In 1869, Catharine Beecher's intelligent kitchen design from 1843 was reprinted in The American Woman's Home, co-written with sister Harriet Beecher Stowe, but still did not see mass uptake. A rational kitchen design based on ergonomics was not the kind of thing that could set America on fire. Electricity was, sometimes literally. When cities began installing electricity en masse around the turn of the 20th century, kitchens would change forever.
But before electricity there were other potent innovations, like gas and water. The widespread installation of running water in the 19th century provided a huge boon to kitchens, because now you had this big magical white thing that you could fill with water without having to carry a bucket to that well down by the Johnsons' house. Unsurprisingly, sinks became a focal point of the kitchen. They were also huge, heavy and difficult to move, which gave rise to the expression "Everything but the kitchen sink," meaning if you were going to clear out of your house and take everything you could carry or move, the cast-iron kitchen sink would not be one of those things.
The laying of gas pipes in the same century also altered the kitchen experience. It provided lighting via lamp and heat on demand, as well as the occasional violent explosion that killed everyone on the third floor and gave the neighbors something to talk about.
Despite these piecemeal innovations in the kitchen experience, aesthetics was still largely a matter left to individual consumers.

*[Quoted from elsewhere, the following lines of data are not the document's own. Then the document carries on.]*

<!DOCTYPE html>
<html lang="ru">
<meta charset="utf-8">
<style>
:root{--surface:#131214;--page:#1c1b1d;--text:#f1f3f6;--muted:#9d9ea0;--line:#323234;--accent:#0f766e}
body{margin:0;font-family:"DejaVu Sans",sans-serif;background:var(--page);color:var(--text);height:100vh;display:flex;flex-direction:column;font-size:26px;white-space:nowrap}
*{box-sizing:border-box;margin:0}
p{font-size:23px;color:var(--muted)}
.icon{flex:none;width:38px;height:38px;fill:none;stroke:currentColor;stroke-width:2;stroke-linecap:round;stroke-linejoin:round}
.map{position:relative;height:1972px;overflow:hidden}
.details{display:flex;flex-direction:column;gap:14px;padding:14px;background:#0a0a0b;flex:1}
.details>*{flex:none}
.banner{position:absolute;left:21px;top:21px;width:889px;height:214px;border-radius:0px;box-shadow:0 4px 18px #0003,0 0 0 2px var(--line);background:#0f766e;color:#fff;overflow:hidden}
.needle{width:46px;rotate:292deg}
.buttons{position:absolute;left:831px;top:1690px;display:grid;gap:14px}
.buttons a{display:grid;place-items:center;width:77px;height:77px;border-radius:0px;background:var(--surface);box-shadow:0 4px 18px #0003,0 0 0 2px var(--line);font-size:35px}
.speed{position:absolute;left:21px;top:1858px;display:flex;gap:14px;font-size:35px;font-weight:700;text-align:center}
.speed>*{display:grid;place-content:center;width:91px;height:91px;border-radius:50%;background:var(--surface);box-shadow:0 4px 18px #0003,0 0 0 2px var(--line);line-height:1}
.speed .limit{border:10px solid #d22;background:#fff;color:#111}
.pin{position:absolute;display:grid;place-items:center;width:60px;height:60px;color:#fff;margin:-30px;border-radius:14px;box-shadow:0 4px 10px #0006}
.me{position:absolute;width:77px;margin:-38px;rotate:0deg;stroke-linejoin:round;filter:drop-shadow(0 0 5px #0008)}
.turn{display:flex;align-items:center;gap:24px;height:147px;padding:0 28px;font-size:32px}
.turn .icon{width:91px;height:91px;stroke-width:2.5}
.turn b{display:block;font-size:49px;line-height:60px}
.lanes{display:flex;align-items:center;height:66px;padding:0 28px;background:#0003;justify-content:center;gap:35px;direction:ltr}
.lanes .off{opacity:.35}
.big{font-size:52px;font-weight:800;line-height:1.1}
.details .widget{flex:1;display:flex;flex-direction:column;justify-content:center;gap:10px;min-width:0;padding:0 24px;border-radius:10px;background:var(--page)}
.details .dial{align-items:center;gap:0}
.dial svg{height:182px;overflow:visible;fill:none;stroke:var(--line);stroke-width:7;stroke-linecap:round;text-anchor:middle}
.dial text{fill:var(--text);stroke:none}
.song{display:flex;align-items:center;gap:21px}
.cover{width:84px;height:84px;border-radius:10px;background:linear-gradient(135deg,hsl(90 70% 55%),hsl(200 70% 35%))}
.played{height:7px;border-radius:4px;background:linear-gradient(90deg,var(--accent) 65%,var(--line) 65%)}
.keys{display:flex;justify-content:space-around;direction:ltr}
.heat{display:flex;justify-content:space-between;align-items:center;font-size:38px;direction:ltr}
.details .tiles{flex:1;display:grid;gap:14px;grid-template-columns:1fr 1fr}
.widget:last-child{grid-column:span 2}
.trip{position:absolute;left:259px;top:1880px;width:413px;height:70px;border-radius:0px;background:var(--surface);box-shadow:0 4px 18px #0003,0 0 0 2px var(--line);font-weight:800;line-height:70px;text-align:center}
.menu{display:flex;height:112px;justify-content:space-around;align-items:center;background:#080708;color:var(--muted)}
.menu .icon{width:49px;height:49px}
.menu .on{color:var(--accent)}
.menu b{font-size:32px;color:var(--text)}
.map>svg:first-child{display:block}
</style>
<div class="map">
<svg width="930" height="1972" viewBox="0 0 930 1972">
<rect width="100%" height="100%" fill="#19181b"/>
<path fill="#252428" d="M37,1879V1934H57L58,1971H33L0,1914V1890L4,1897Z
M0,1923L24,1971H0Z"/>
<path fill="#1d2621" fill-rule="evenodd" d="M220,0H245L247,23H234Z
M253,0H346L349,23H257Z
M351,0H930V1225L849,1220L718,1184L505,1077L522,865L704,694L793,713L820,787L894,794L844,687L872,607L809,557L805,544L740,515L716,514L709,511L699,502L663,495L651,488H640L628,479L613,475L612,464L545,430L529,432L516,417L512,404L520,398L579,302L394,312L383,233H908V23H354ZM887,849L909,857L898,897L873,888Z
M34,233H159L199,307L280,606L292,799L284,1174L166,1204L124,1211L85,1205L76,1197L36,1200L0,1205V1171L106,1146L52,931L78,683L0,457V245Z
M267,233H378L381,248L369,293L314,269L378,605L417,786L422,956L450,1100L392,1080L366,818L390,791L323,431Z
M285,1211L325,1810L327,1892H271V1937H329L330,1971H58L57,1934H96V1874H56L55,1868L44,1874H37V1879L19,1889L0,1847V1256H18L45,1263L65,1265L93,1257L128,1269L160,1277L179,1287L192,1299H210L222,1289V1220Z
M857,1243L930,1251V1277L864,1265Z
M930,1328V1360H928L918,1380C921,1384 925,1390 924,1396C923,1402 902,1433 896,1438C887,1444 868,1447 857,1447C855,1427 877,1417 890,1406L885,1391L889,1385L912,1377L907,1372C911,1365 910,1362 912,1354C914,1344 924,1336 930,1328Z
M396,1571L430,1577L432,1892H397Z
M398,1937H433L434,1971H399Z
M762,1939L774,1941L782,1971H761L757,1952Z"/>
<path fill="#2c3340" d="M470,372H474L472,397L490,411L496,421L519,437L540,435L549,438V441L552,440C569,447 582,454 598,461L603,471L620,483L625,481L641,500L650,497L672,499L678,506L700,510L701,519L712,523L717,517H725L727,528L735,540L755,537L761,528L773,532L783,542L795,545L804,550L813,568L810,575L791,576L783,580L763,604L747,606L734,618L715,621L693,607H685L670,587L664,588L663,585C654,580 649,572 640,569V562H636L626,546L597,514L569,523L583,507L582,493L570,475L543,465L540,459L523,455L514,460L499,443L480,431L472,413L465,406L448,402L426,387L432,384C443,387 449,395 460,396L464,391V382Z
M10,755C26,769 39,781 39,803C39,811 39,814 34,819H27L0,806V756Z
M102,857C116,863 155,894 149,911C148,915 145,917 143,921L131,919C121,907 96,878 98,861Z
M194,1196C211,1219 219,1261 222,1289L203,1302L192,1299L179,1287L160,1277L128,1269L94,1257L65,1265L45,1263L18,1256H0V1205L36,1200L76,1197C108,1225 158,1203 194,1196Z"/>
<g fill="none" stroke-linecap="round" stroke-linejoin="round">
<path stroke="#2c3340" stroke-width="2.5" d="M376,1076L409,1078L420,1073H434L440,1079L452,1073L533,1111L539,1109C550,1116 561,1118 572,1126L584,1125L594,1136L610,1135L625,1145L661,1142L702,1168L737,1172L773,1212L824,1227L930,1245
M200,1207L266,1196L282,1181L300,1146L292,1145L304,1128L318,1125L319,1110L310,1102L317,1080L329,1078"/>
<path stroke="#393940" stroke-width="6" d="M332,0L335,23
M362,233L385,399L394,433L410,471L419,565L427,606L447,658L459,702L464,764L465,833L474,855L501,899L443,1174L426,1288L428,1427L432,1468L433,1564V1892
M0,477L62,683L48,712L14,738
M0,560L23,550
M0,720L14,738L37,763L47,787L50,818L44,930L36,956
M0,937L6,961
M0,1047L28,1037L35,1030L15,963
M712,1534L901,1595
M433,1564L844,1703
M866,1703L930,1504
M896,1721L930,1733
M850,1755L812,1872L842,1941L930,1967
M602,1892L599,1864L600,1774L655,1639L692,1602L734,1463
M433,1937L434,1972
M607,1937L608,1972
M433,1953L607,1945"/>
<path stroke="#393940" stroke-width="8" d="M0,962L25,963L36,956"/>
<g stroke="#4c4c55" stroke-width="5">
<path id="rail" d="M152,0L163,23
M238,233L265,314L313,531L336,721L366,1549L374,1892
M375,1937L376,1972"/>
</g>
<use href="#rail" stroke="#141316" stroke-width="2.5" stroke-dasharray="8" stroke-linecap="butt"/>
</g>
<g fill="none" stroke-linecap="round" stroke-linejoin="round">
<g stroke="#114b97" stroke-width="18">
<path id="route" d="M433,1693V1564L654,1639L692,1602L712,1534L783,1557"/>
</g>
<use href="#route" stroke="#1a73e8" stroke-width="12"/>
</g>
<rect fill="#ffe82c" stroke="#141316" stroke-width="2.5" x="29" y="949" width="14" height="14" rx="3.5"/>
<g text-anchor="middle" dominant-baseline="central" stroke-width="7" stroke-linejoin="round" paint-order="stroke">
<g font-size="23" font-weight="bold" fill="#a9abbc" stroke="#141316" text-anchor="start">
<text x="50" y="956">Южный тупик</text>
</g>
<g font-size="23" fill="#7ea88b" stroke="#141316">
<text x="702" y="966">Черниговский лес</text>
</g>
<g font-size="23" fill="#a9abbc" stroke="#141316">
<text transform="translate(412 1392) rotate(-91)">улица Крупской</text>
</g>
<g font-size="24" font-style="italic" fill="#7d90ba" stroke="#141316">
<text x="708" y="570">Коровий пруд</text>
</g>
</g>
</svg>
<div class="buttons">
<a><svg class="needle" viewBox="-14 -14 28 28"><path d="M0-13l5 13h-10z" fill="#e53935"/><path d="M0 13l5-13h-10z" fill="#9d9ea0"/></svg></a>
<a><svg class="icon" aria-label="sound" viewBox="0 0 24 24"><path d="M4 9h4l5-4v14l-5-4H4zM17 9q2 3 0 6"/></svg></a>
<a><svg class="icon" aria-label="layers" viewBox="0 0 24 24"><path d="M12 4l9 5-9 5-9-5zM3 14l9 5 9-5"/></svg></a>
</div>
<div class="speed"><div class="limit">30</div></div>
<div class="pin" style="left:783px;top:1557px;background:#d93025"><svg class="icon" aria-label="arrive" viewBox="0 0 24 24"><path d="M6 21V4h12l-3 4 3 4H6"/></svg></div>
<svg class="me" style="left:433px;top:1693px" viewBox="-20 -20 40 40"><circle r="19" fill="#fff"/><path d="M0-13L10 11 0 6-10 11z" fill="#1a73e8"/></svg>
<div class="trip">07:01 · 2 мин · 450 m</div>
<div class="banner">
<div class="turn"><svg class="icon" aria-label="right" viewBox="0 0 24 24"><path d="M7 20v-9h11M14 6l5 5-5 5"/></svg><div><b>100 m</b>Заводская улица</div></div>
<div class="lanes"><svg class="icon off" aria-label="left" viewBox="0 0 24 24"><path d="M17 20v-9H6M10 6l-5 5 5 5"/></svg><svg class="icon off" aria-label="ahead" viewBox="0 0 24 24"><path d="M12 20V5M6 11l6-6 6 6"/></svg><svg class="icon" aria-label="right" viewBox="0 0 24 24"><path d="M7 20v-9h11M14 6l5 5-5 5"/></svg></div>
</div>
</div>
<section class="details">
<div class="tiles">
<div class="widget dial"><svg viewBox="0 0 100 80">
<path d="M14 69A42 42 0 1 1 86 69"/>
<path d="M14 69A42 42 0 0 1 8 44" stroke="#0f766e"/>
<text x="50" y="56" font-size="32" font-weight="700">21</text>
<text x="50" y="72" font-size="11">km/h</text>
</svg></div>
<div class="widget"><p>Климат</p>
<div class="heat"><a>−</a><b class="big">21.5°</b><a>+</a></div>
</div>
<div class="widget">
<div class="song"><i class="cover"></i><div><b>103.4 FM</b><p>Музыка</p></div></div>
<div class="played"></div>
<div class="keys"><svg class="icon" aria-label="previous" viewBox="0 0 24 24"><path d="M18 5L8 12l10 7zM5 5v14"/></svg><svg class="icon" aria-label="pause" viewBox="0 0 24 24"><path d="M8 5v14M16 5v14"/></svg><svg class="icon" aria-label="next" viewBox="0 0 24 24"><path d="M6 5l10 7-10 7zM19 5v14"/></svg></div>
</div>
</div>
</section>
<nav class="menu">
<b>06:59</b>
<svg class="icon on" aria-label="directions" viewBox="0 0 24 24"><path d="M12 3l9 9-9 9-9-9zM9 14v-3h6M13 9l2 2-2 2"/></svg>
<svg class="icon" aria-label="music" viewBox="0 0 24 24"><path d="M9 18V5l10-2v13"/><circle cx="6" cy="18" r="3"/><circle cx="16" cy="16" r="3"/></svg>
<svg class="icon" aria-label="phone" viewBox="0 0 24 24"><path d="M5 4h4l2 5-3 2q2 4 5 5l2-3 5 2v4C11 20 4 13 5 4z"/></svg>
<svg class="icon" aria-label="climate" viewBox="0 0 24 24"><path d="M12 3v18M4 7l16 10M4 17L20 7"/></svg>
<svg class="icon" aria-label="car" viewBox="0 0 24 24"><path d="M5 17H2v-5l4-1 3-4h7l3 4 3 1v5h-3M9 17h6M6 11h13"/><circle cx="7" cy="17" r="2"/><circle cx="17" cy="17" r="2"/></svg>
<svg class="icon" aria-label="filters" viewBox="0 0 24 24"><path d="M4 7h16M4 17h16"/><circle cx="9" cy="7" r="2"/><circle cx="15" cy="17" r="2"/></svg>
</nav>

Maybe you ordered all of your kitchen furniture out of the Sears catalog and it was the same height. Maybe Mrs. Brown had a good eye for proportion and Mr. Brown had enough scratch to hire a carpenter to knock up counters that were the same height as the sinks. But the fact remained that aesthetics and an overall concept of kitchen design was likely a last priority to those preoccupied with getting food into that kitchen in the first place.
The seeds of kitchen design were, however, beginning to sprout in the late 1800s. It would be advanced by two Fredericks in America and a Friedemir in Germany. A girl named Christine McGaffey, later married and named Christine Frederick, was born in 1887. She would later read Beecher's treatise with great interest. Around the time of Christine's birth, a mechanical engineer named Frederick Taylor was working in a factory and getting to know machinery. And in 1892, over in Germany, a guy named Friedemir Poggenpohl was starting up a company that was going to build kitchens.